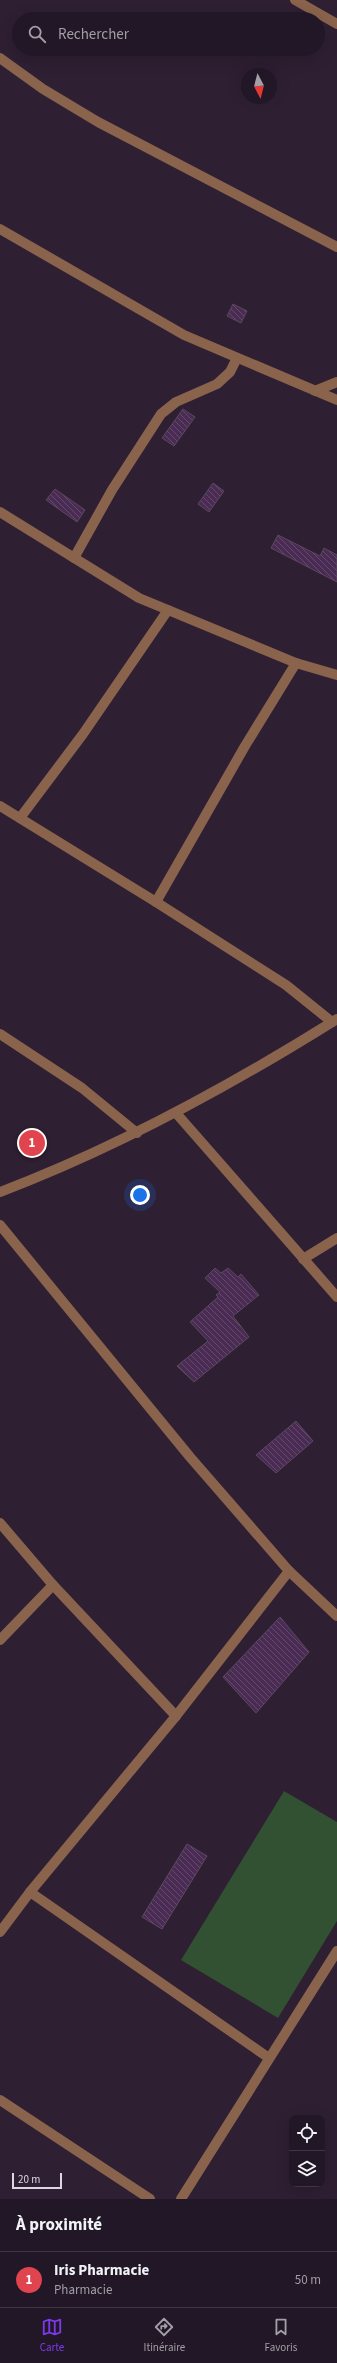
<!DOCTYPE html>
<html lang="fr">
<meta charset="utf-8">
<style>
:root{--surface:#221726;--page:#2a202e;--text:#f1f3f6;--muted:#a29fa7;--line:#3f3643;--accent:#7c3aed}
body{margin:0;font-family:"Source Sans 3",sans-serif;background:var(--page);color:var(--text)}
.controls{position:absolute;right:12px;bottom:12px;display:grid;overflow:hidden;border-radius:8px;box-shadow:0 4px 16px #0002}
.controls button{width:36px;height:36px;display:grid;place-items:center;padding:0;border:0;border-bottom:1px solid var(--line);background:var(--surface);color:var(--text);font:20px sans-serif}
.compass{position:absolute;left:241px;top:68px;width:36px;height:36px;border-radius:50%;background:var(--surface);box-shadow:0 4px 16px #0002;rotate:173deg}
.scale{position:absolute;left:12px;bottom:10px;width:50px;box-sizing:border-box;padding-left:4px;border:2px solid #dfd6e2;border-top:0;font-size:11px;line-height:14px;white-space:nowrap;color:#dfd6e2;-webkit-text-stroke:3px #2e1f32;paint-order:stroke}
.you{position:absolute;left:140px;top:1195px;width:14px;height:14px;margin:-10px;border:3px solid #fff;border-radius:50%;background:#1a73e8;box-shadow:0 0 0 6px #1a73e833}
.badge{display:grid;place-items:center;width:26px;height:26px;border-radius:50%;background:var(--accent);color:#fff;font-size:13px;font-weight:700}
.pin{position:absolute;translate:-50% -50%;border:2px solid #fff;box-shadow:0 1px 4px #0006}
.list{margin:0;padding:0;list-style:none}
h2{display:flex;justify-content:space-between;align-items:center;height:52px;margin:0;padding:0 16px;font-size:17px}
h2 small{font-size:13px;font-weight:400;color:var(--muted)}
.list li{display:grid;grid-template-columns:26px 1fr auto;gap:12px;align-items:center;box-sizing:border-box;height:56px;padding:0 16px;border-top:1px solid var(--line)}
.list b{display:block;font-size:15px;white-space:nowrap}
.list p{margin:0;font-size:13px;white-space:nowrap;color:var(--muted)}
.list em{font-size:13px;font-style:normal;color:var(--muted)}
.icon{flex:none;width:22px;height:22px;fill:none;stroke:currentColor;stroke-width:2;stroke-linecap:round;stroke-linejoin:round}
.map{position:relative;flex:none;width:337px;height:2199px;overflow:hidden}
.search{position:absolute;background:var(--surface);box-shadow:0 4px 16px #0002;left:12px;right:12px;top:12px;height:44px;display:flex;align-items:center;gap:10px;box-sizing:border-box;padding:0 14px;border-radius:22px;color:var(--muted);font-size:15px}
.sheet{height:108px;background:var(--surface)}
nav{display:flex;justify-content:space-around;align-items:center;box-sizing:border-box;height:56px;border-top:1px solid var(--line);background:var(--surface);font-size:11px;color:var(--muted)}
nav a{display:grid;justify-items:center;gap:2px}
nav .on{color:var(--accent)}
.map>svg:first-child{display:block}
.pitch{fill:#325032}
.building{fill:url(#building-back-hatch);stroke:#59495e}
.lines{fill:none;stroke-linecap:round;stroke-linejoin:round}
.minor{stroke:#89634c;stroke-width:10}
</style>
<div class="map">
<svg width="337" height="2199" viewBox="0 0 337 2199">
<defs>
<pattern id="building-back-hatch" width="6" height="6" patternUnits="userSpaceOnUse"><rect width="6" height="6" fill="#4a2b53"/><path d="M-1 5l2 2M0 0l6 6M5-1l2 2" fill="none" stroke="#64496b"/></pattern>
</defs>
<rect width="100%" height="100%" fill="#2e1f32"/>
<polygon class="pitch" points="284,1791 337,1822 337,1921 278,2018 181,1960"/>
<g class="building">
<polygon points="233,304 247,311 241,323 227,316"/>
<polygon points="183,409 195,417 174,446 162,438"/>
<polygon points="213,483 224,491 209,512 198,504"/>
<polygon points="55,489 85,510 77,522 46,500"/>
<polygon points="278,535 320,556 324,548 337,555 337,582 271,548"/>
<polygon points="215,1268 221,1273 228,1268 238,1277 241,1274 259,1295 233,1316 249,1337 194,1382 177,1366 208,1341 190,1322 218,1297 216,1295 220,1292 205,1278"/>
<polygon points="296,1421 313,1441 276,1473 256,1455"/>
<polygon points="280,1617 309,1652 256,1713 223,1677"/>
<polygon points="187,1844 207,1856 162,1929 142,1917"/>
</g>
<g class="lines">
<g class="minor">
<polyline points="295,0 337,24"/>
<polyline points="0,58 43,89 98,122 337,247"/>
<polyline points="0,229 184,335 337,400"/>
<polyline points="315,391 337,382"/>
<polyline points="0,512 139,598 296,663 337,675"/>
<polyline points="74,558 112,490 161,414 176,402 217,384 230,372 237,358"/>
<polyline points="0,806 156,902 286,985 332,1022"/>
<polyline points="20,818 83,734 168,610"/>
<polyline points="156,902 245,746 296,663"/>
<polyline points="0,1034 82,1088 137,1133"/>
<polyline points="176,1113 337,1297"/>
<path d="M0 1192C119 1147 230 1086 337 1019"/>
<polyline points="0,1225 190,1457 289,1571 337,1616"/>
<polyline points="303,1259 337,1238"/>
<polyline points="0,1523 53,1585 176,1716"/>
<polyline points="0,1640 53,1585"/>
<polyline points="30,1892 269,2058"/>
<polyline points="0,1932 30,1892 176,1716 289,1571"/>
<polyline points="0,2100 150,2199"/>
<polyline points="181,2199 337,1951"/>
</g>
</g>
</svg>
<div class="controls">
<button><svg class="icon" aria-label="locate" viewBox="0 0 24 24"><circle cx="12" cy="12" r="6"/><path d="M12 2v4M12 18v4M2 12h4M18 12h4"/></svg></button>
<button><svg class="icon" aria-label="layers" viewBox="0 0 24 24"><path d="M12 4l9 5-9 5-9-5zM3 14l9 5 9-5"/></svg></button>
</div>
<svg class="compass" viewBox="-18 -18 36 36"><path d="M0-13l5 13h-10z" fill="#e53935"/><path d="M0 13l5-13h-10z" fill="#a29fa7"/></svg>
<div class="scale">20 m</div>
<div class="you"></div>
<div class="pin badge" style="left:32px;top:1143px;background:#e0444e">1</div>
<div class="search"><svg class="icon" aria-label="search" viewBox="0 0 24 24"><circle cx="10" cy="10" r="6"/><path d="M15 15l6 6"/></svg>Rechercher</div>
</div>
<section class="sheet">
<h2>À proximité<small></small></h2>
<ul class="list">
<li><span class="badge" style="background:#e0444e">1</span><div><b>Iris Pharmacie</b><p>Pharmacie</p></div><em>50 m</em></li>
</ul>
</section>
<nav>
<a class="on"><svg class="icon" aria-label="map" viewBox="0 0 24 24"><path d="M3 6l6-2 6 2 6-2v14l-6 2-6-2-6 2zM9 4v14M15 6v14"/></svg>Carte</a>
<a><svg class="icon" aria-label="directions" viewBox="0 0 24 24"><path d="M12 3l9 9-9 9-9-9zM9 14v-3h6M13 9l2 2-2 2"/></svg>Itinéraire</a>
<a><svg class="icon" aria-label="saved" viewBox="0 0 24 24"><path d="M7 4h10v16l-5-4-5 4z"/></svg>Favoris</a>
</nav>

********************

** Activity **
Show the lines of the material that contain the word "sans".

** Response **
body{margin:0;font-family:"Source Sans 3",sans-serif;background:var(--page);color:var(--text)}
.controls button{width:36px;height:36px;display:grid;place-items:center;padding:0;border:0;border-bottom:1px solid var(--line);background:var(--surface);color:var(--text);font:20px sans-serif}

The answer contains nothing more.